Stored data:

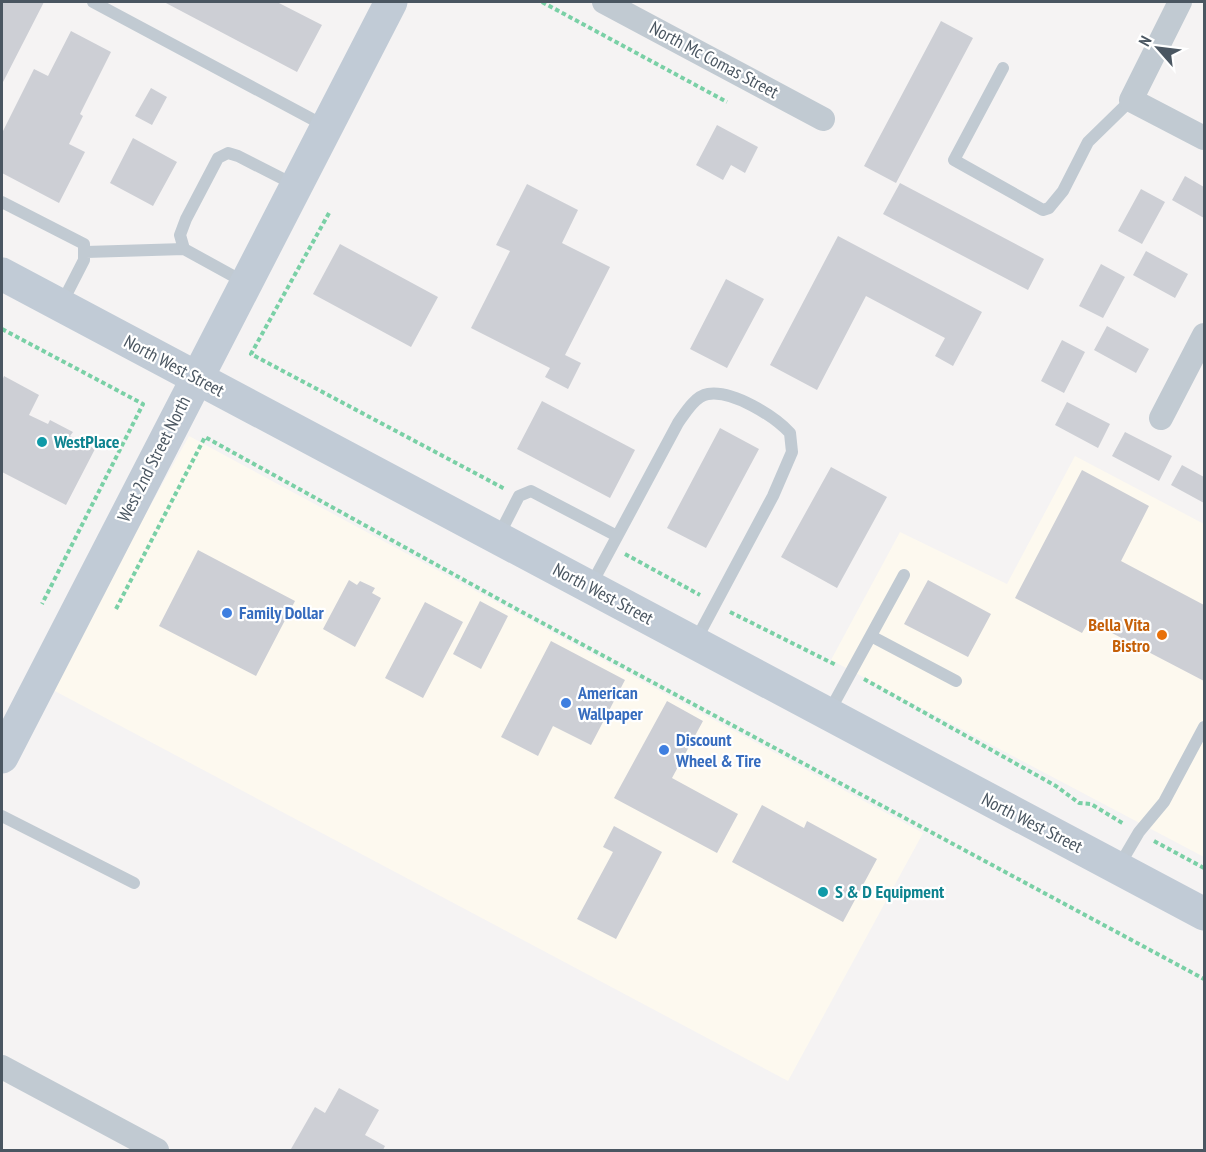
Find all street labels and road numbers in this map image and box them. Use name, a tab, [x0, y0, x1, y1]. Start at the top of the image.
street label: North Mc Comas Street	[646, 16, 783, 103]
street label: North West Street	[120, 330, 228, 402]
street label: West 2nd Street North	[112, 392, 195, 526]
street label: North West Street	[549, 558, 657, 630]
street label: North West Street	[978, 787, 1087, 858]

Work order:
The data is to be restated word for word, with any pictures set aside.

Answer box:
Find all street labels and road numbers in this map image and box them. Use name, a tab, [x0, y0, x1, y1]. Start at the top of the image.
street label: North Mc Comas Street	[646, 16, 783, 103]
street label: North West Street	[120, 330, 228, 402]
street label: West 2nd Street North	[112, 392, 195, 526]
street label: North West Street	[549, 558, 657, 630]
street label: North West Street	[978, 787, 1087, 858]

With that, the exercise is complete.